> [Task requirements]:
Before you write out the listing, remove the pictures; everything else stays exactly as it is.

> [Exercise input]:
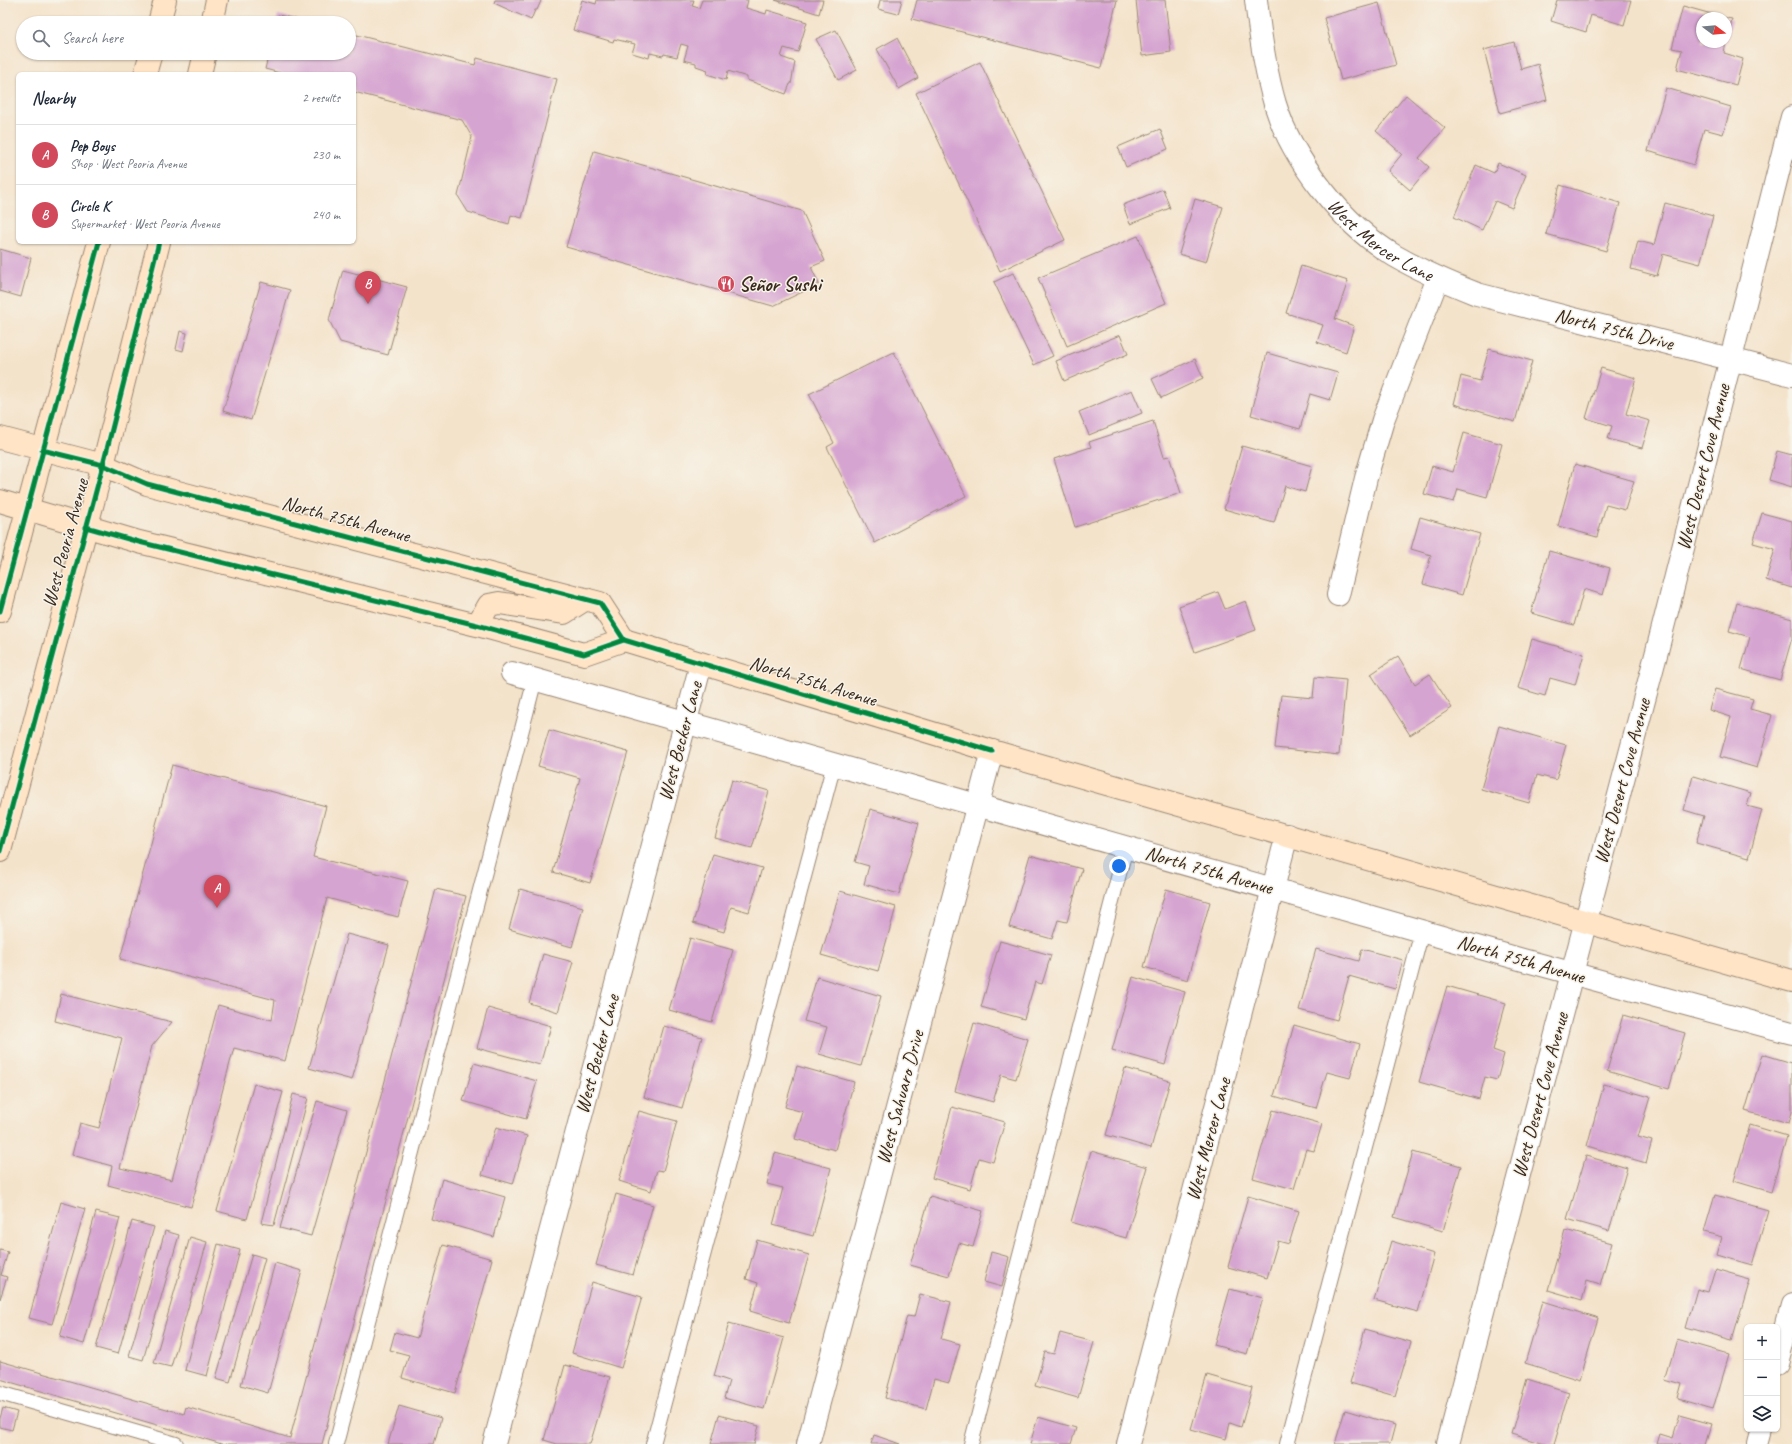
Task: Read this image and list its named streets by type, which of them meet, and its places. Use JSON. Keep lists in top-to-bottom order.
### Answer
{
  "streets": {
    "main road": ["North 75th Avenue", "West Peoria Avenue"],
    "street": [
      "West Mercer Lane",
      "North 75th Drive",
      "West Desert Cove Avenue",
      "West Becker Lane",
      "West Sahuaro Drive"
    ]
  },
  "crossings": [
    ["West Mercer Lane", "North 75th Drive"],
    ["West Mercer Lane", "North 75th Avenue"],
    ["North 75th Drive", "West Desert Cove Avenue"],
    ["West Desert Cove Avenue", "North 75th Avenue"],
    ["North 75th Avenue", "West Peoria Avenue"],
    ["North 75th Avenue", "West Becker Lane"],
    ["North 75th Avenue", "West Sahuaro Drive"]
  ],
  "places": {
    "restaurant": ["Señor Sushi"]
  },
  "north": "right",
  "page": {
    "search": "Search here",
    "heading": ["Nearby", "2 results"],
    "list": [
      {
        "mark": "A",
        "name": "Pep Boys",
        "note": "Shop · West Peoria Avenue",
        "value": "230 m"
      },
      {
        "mark": "B",
        "name": "Circle K",
        "note": "Supermarket · West Peoria Avenue",
        "value": "240 m"
      }
    ],
    "pins": ["B", "A"],
    "map_buttons": ["+", "−"]
  }
}
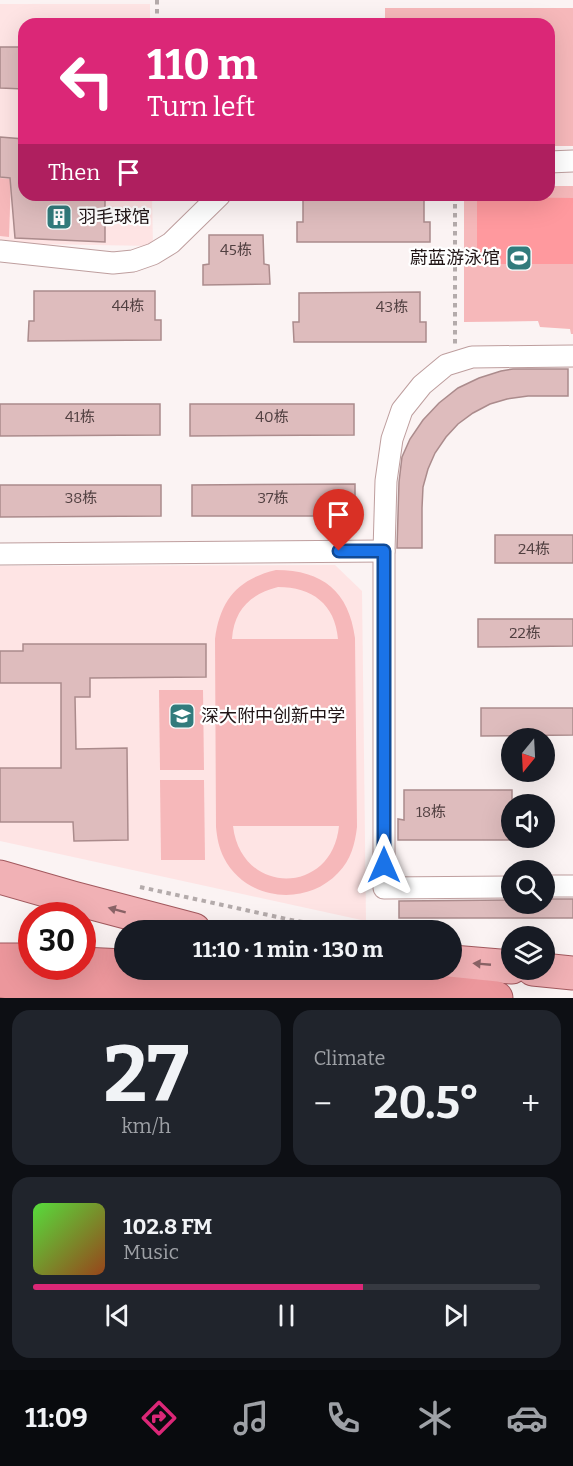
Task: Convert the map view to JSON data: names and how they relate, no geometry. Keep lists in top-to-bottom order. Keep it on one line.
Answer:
{"places":{"building":["羽毛球馆"],"sports":["蔚蓝游泳馆"],"school or university":["深大附中创新中学"]},"house_numbers":["45栋","44栋","43栋","41栋","40栋","38栋","37栋","24栋","22栋","18栋"],"north":"bottom","page":{"turn":["110 m","Turn left"],"then":"Then","limit":"30","trip":"11:10 · 1 min · 130 m","tile":[["27","km/h"],"Climate"],"heat":["−","20.5°","+"],"song":["102.8 FM","Music"],"tabs":"11:09"}}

> [Answer]:
Task: Read this image and list its named streets by type, which of them meet, and its places. Use JSON. Keep lists in top-to-bottom order.
### Answer
{
  "streets": {
    "main road": ["North 75th Avenue", "West Peoria Avenue"],
    "street": [
      "West Mercer Lane",
      "North 75th Drive",
      "West Desert Cove Avenue",
      "West Becker Lane",
      "West Sahuaro Drive"
    ]
  },
  "crossings": [
    ["West Mercer Lane", "North 75th Drive"],
    ["West Mercer Lane", "North 75th Avenue"],
    ["North 75th Drive", "West Desert Cove Avenue"],
    ["West Desert Cove Avenue", "North 75th Avenue"],
    ["North 75th Avenue", "West Peoria Avenue"],
    ["North 75th Avenue", "West Becker Lane"],
    ["North 75th Avenue", "West Sahuaro Drive"]
  ],
  "places": {
    "restaurant": ["Señor Sushi"]
  },
  "north": "right",
  "page": {
    "search": "Search here",
    "heading": ["Nearby", "2 results"],
    "list": [
      {
        "mark": "A",
        "name": "Pep Boys",
        "note": "Shop · West Peoria Avenue",
        "value": "230 m"
      },
      {
        "mark": "B",
        "name": "Circle K",
        "note": "Supermarket · West Peoria Avenue",
        "value": "240 m"
      }
    ],
    "pins": ["B", "A"],
    "map_buttons": ["+", "−"]
  }
}
Task: Convert the map view to JSON data: names and how they relate, no geometry. Keep lists in top-to-bottom order. Keep it on one line.
Answer:
{"places":{"building":["羽毛球馆"],"sports":["蔚蓝游泳馆"],"school or university":["深大附中创新中学"]},"house_numbers":["45栋","44栋","43栋","41栋","40栋","38栋","37栋","24栋","22栋","18栋"],"north":"bottom","page":{"turn":["110 m","Turn left"],"then":"Then","limit":"30","trip":"11:10 · 1 min · 130 m","tile":[["27","km/h"],"Climate"],"heat":["−","20.5°","+"],"song":["102.8 FM","Music"],"tabs":"11:09"}}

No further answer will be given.